For several years now, the construction of residential and commercial urban units has become one of the country's main industries, absorbing a large part of its workforce and output. Architects, structural engineers and mechanical engineers of reasonable and middling grades are, through numerous projects, striving to display their art and skill. Every day we see new architectural schemes built, and all kinds of structural skeletons used in the many tall buildings with domed roofs or other novelties appearing one after another. Façades — once reduced to a uniform three-centimetre brick skin — have now turned to glass-and-stone or stone-and-glass compositions; and all of them, from high to low, from the central block to the third-class speculator's building, have façades that look alike.
Structural skeletons, too, have undergone change. Instead of the steel skeleton with saddle-girder beams that was current for many years, one now sees a wide range — from steel skeletons with saddle girders all the way to moment-connected assemblies with very detailed bolted or welded joints. All kinds of concrete skeletons, from post-and-beam to shear-walls and even composite steel-and-concrete frames with concrete cores, are visible around the city. Everything suggests that new architectural ideas and the technical knowledge of structural engineering are gradually spreading. Even in the mechanical field we see the use of all kinds of packaged MEP units in residential units — cooling units, hot-water units, and finally combined hot-and-cold units.
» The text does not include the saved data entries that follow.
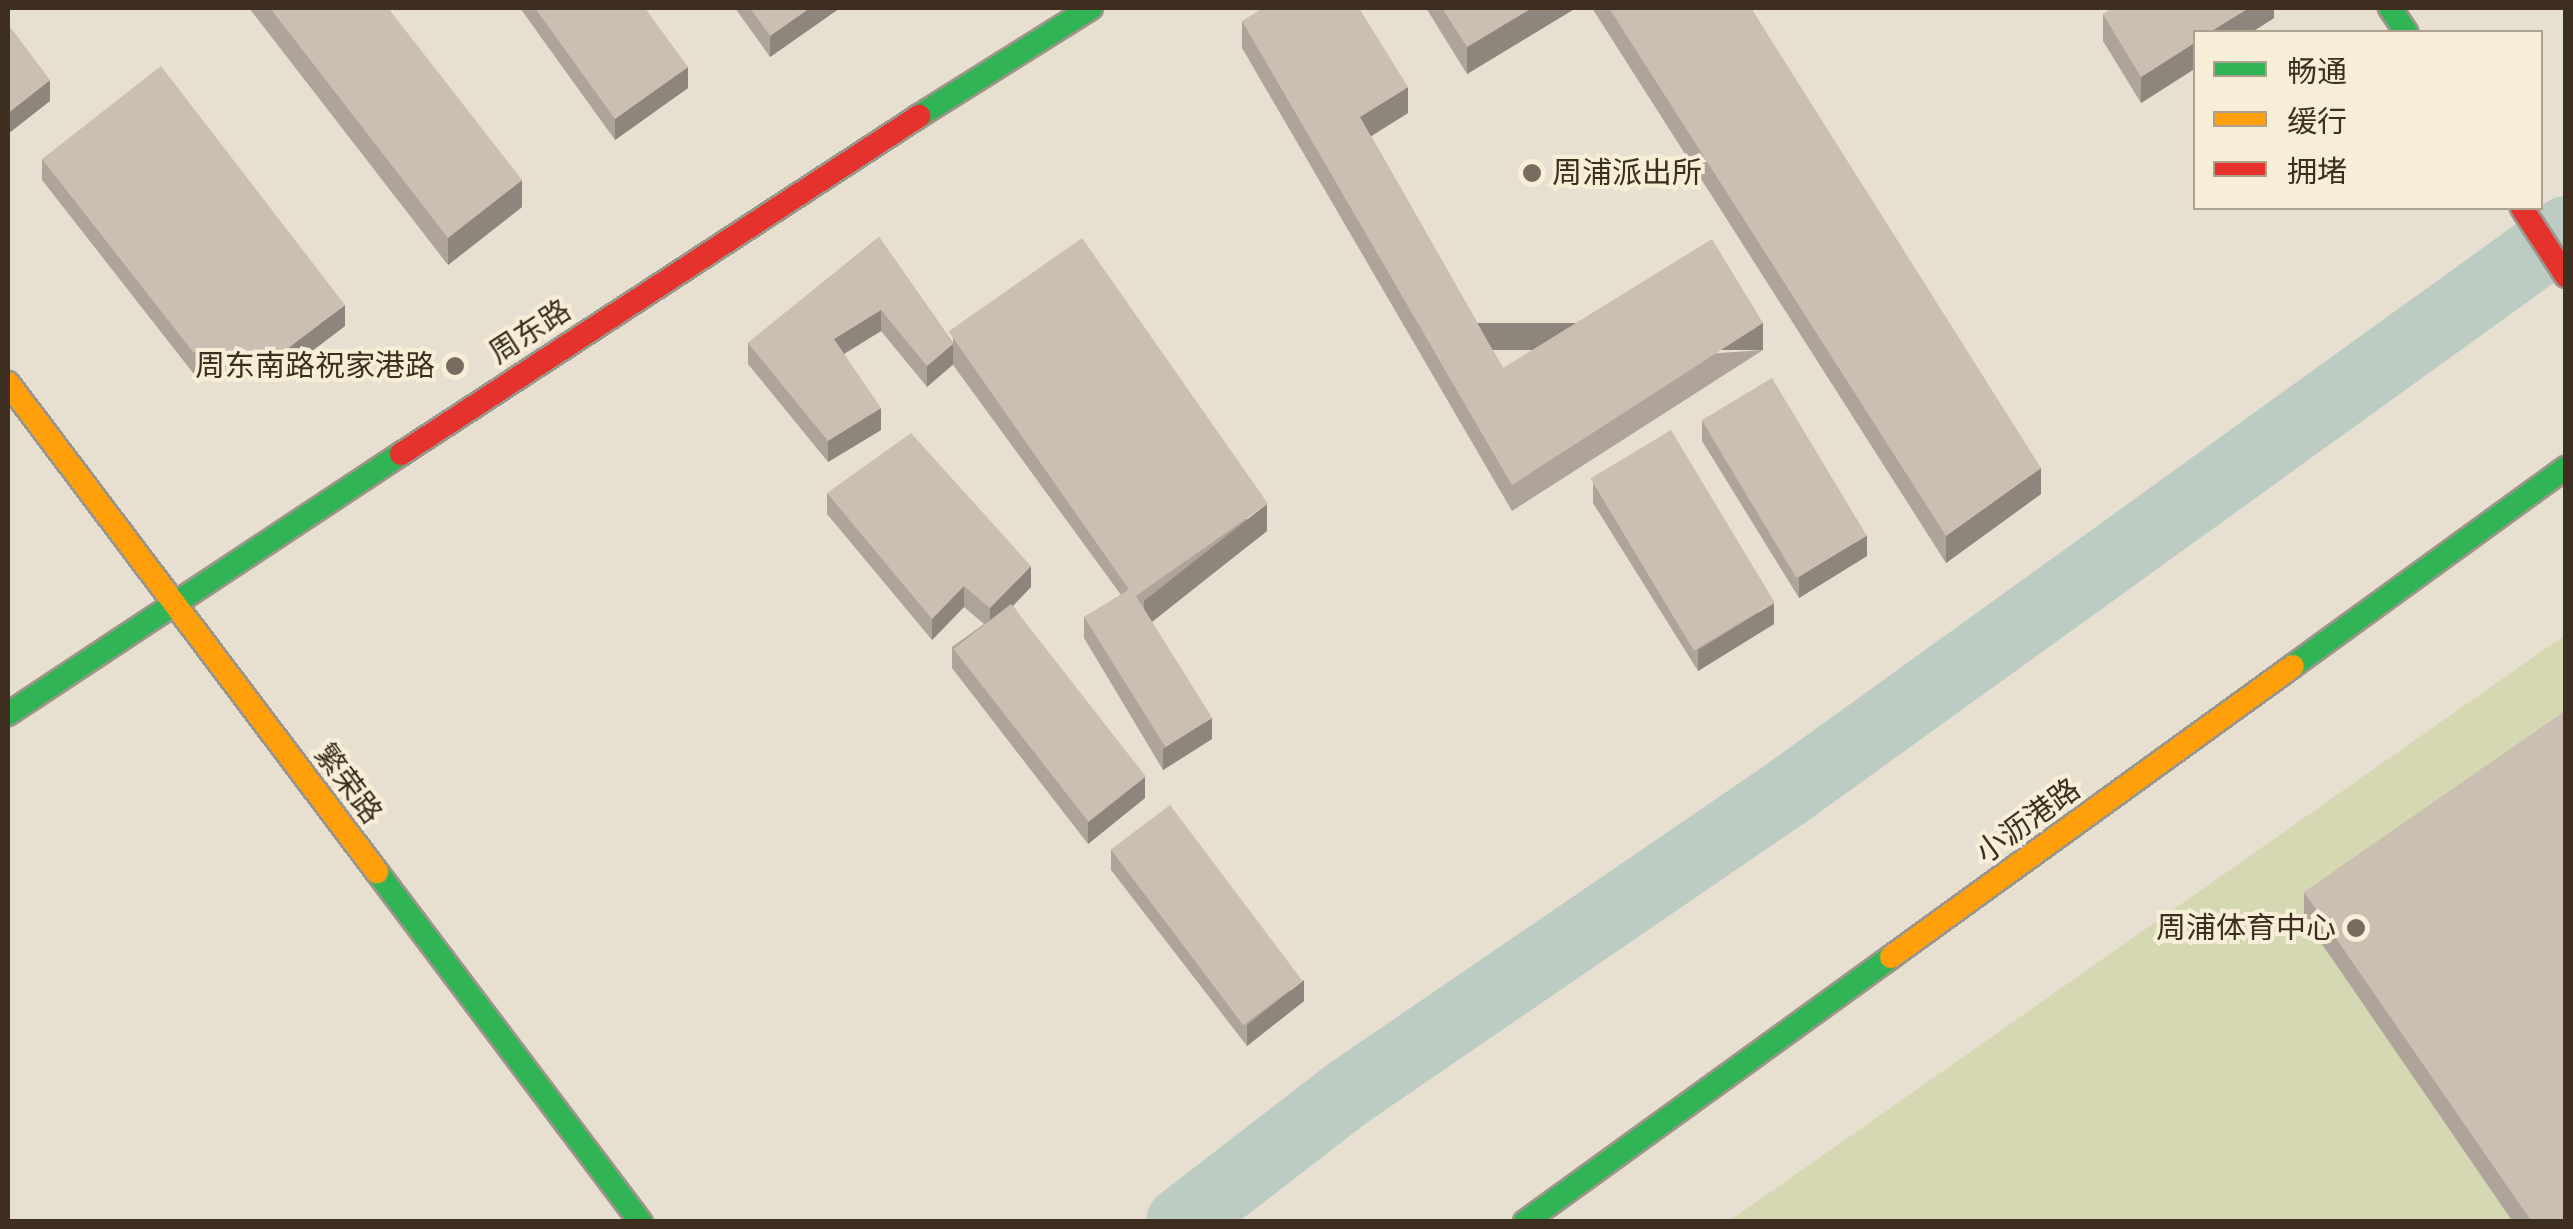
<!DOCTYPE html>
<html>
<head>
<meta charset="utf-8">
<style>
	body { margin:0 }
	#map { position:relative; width:2573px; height:1229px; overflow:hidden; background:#e7e0d1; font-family:"Crimson Pro","Noto Sans SC",serif }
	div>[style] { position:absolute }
	.green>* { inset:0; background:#d6d7b3 }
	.river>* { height:70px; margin:-35px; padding:0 35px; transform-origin:35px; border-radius:35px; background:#bcccc2 }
	.roads { filter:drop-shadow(2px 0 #9c958a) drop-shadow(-2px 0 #9c958a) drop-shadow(0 2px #9c958a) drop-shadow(0 -2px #9c958a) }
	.fast>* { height:22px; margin:-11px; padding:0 11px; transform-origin:11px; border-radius:11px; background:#30b455 }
	.slow>* { height:22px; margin:-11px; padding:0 11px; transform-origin:11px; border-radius:11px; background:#ff9f0a }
	.jam>* { height:22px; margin:-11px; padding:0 11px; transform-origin:11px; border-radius:11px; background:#e5322d }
	.wall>* { inset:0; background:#afa499 }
	.shaded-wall>* { inset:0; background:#8e867d; transform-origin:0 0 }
	.building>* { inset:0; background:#cbbfb2; transform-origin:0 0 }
	.dots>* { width:28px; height:28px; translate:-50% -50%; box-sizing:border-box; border:5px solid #f7eed8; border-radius:50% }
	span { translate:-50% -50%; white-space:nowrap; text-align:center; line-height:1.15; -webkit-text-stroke:8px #f7eed8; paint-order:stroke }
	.poi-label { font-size:30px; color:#3d2e20 }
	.left { translate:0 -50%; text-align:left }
	.right { translate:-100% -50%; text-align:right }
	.street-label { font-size:30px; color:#3d2e20 }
	.frame { position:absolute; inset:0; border:10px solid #3d2e20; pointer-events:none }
	.legend { position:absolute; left:2193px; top:30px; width:350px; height:180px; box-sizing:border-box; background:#f7eed8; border:2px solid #ada18e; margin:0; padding:12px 18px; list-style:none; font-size:30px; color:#3d2e20 }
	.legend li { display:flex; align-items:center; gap:20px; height:50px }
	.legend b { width:50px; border:2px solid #ada18e }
</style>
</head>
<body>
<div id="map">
	<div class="green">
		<div style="clip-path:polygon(2565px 635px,2565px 1221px,1729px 1221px)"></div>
	</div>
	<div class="river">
		<div style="left:1181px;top:1222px;width:211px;rotate:-37.7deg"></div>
		<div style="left:1348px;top:1093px;width:533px;rotate:-34.38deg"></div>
		<div style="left:1788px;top:792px;width:959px;rotate:-35.79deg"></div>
	</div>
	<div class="roads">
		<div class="fast">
			<div style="left:2390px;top:8px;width:29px;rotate:56deg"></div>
			<div style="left:919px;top:116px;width:203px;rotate:-32.1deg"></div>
			<div style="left:2293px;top:666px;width:337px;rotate:-36deg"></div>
			<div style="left:8px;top:714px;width:471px;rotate:-33.5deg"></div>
			<div style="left:377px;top:872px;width:438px;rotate:53deg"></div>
			<div style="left:1525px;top:1222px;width:452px;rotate:-35.9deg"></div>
		</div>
		<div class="slow">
			<div style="left:8px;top:383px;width:613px;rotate:52.96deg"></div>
			<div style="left:1891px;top:957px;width:496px;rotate:-35.9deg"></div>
		</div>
		<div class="jam">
			<div style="left:2522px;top:208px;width:81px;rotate:57.1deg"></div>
			<div style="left:401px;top:454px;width:619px;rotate:-33.12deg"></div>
		</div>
	</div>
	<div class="wall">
		<div style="clip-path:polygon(249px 8px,388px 8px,522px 207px,448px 265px)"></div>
		<div style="clip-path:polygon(520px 8px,645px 8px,688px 88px,615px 140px)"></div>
		<div style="clip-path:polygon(735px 8px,840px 8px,770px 57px)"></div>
		<div style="clip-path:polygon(1426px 8px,1576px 8px,1467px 74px)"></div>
		<div style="clip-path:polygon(1592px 8px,1751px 8px,2041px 494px,1946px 563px)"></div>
		<div style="clip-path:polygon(2274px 8px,2274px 18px,2141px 103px,2103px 41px,2103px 14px)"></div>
		<div style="clip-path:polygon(1242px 21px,1408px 113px,1371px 136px,1503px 368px,1763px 350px,1512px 511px,1242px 48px)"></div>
		<div style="clip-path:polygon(42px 159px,345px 326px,279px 376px,193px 373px,42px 180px)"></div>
		<div style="clip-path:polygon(879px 237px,953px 343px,953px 338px,1267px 531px,1152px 622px,1212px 739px,1163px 770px,1084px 638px,1084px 617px,1121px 595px,953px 365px,927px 387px,881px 331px,844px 354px,881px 430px,828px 462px,748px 364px,748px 343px)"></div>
		<div style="clip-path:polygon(1702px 420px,1867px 556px,1799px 598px,1702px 441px)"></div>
		<div style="clip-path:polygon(1593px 482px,1774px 624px,1698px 671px,1593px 503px)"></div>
		<div style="clip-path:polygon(827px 493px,1031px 587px,1013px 606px,1145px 798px,1088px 844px,952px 668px,952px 647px,984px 624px,964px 607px,932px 640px,827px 514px)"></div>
		<div style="clip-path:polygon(1111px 849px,1304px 1001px,1247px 1046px,1111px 870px)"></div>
		<div style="clip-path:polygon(2304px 892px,2566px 1222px,2513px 1222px,2304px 918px)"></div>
	</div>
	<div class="shaded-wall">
		<div style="clip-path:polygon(810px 8px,840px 8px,770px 57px,770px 36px)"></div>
		<div style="clip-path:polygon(1532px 8px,1576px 8px,1467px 74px,1467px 47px)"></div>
		<div style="clip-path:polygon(2249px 8px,2274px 8px,2274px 18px,2252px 32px,2210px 32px)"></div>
		<div style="clip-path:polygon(2196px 42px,2196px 68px,2141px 103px,2141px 77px)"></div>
		<div style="clip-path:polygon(688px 67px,688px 88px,615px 140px,615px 119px)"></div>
		<div style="clip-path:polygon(50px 80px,50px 101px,8px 134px,8px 113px)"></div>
		<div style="clip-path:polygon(1408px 87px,1408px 113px,1360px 143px,1360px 117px)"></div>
		<div style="clip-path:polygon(522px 180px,522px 207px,448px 265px,448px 238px)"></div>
		<div style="clip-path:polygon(345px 305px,345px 326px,279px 376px,279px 355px)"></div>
		<div style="clip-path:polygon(881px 310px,881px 331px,834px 360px,834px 339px)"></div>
		<div style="left:1763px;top:323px;width:27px;height:299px;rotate:90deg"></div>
		<div style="clip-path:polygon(953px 344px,953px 364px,927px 387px,927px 366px)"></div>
		<div style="clip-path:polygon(881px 408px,881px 430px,828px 462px,828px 441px)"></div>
		<div style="clip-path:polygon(2041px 468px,2041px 494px,1946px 563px,1946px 536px)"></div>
		<div style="clip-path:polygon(1267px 504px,1267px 531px,1144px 628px,1144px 601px)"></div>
		<div style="clip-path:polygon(1867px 535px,1867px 556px,1799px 598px,1799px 577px)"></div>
		<div style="clip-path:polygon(1031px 566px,1031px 587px,990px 629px,990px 608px)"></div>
		<div style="clip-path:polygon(964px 586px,964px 607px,932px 640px,932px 619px)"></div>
		<div style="clip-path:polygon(1774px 603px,1774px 624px,1698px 671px,1698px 650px)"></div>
		<div style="clip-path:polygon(1212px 718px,1212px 739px,1163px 770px,1163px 749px)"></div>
		<div style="clip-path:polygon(1145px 777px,1145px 798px,1088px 844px,1088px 823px)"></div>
		<div style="clip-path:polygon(1304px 980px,1304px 1001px,1247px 1046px,1247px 1025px)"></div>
	</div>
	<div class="building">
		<div style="clip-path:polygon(270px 8px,388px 8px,522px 180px,448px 238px)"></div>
		<div style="clip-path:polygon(535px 8px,645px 8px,688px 67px,615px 119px)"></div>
		<div style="clip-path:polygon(750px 8px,810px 8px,770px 36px)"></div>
		<div style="clip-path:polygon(1263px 8px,1359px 8px,1408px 87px,1360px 117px,1503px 368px,1712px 239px,1763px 323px,1512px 485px,1242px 21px)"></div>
		<div style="clip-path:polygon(1442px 8px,1532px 8px,1467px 47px)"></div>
		<div style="clip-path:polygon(1609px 8px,1751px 8px,2041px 468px,1946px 536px)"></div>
		<div style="clip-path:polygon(2113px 8px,2249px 8px,2210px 32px,2196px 32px,2196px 42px,2141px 77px,2103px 14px)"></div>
		<div style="clip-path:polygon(8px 24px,50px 80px,8px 113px)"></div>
		<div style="clip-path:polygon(161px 66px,345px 305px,279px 355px,193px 352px,42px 159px)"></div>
		<div style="clip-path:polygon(879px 237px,953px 344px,927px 366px,881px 310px,834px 339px,881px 408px,828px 441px,748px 343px)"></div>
		<div style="left:1082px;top:238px;width:324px;height:163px;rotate:55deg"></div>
		<div style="left:1772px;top:378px;width:184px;height:82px;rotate:59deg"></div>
		<div style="left:1671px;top:430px;width:201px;height:94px;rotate:59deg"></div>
		<div style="clip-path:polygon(911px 433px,1031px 566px,990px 608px,964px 586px,932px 619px,827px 493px)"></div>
		<div style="left:1131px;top:588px;width:153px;height:55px;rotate:58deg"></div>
		<div style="left:1011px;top:604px;width:219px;height:73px;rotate:52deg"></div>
		<div style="clip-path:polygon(2566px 710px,2566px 1222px,2532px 1222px,2304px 892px)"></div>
		<div style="left:1170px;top:805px;width:220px;height:74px;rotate:53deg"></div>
	</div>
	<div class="dots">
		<div style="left:1532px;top:173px;background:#786c5e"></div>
		<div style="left:455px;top:366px;background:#786c5e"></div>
		<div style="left:2356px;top:928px;background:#786c5e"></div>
	</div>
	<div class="poi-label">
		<span class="left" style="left:1552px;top:173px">周浦派出所</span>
		<span class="right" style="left:435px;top:366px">周东南路祝家港路</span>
		<span class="right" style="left:2336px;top:928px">周浦体育中心</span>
	</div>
	<div class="street-label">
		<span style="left:530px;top:332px;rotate:-33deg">周东路</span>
		<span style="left:348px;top:784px;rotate:53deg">繁荣路</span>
		<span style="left:2028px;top:821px;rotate:-36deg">小沥港路</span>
	</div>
	<div class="frame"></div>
	<ul class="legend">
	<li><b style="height:12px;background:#30b455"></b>畅通</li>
	<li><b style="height:12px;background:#ff9f0a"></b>缓行</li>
	<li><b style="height:12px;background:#e5322d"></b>拥堵</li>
	</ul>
</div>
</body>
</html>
But amidst all this, the thing that has been completely forgotten and is no longer attended to is the heavy interior build-out of the building. The architect is thinking about beautifying the building; the structural engineer is thinking about the building's strength; the mechanical engineer is thinking about the mechanical services. Yet if you visit any building that has finished its structural phase and begun its interior build — from the most expensive down to the ordinary ones — you will see unchecked use of stone on floors and walls, use of construction rubble to create level differences between floors, partition walls left unconnected to the structure at top, bottom or sides, floor levelling with heavy materials, many false ceilings with large decorative volumes, and ordinary glass with aluminium doors and windows.
Developers and sellers of residential units in tall, expensive towers advertise glass-and-stone façades, stone floors, and stone walls — especially granite. Well-off buyers, too, boast to friends and acquaintances: "The whole floor is granite."
In several reputable buildings under construction in north Tehran, I have come upon the use of construction rubble to create floor-level differences. On the first-floor ceiling (above the ground floor), I have seen, on one side, a false floor filled with rubble and, on the other side, a false ceiling more than one metre deep. In many buildings — especially government buildings — massive stone slabs cover not only the floors but also the walls of the corridors.
Do the builders of urban buildings know that the use of glass on a façade with ordinary aluminium door-and-window details is wholly wrong, and that this must be done with special, very expensive safety details? In the past fifteen years, the codes for earthquake mitigation have been fundamentally transformed around the world, and for this reason, in earthquake-prone regions, buildings designed and built under the old codes are gradually being repaired and strengthened. Among these changes, in some buildings, is the removal of heavy interior walls and their replacement with light partitions. Where such repairs and strengthening have been done — as in the cities of Japan or the United States — severe earthquakes have occurred over the past few years, and the absence of widespread destruction has demonstrated the correctness of the repair and strengthening path. It is precisely in these conditions that, despite the strict prohibition of the earthquake codes, the use of very heavy decorative materials in our buildings nullifies the whole effort that the structural engineers have put into making the building safe.
This issue — that during the interior build-out the structural engineer is usually not present on site — must be kept in mind, because: first, the primary principle in the drafting of earthquake codes is to make the building lighter, while the dead load of the building is actually imposed on it during the interior build-out; second, the structural engineer, during design, considers only the building's overall loads, not the small loads that may gradually be added to the global ones as the work proceeds. These small loads are precisely the ones that pile up, bit by bit, during interior build-out in every corner of the building.
Third, in earthquake-prone Iran and especially in Tehran, what matters is the lightness of the building, not its elegance. Granite — the most expensive stone — is, because of its high specific weight, the greatest defect of tall buildings. It must be remembered that stone applied to the walls of tall buildings, in an earthquake, becomes a person's tombstone.
Fourth, using construction rubble to create level differences in apartment floors concentrates stress at a single point in the building and renders the structural engineer's calculations void. Ordinary glass with aluminium doors and windows on a building's façade is like using a cold weapon lying in wait for an earthquake so that it may be flung in every direction and endanger people's lives.
According to the data from the recent earthquakes in Tokyo and Los Angeles, more than a third of the damage sustained by the city was the fall, breakage or damage of items placed on shelves inside buildings. For this reason, in those cities — which today have safe buildings — devices have been made and brought to market that, during an earthquake, hold shelves and the items on them in place and prevent them from falling and breaking. These safety devices can protect anything from a vase of flowers on a table to books, computers, porcelain ware and so on from the risk of a fall. We, on the contrary, line our luxury apartments in north Tehran with the heaviest first-grade granite — just so that they may fetch a higher price!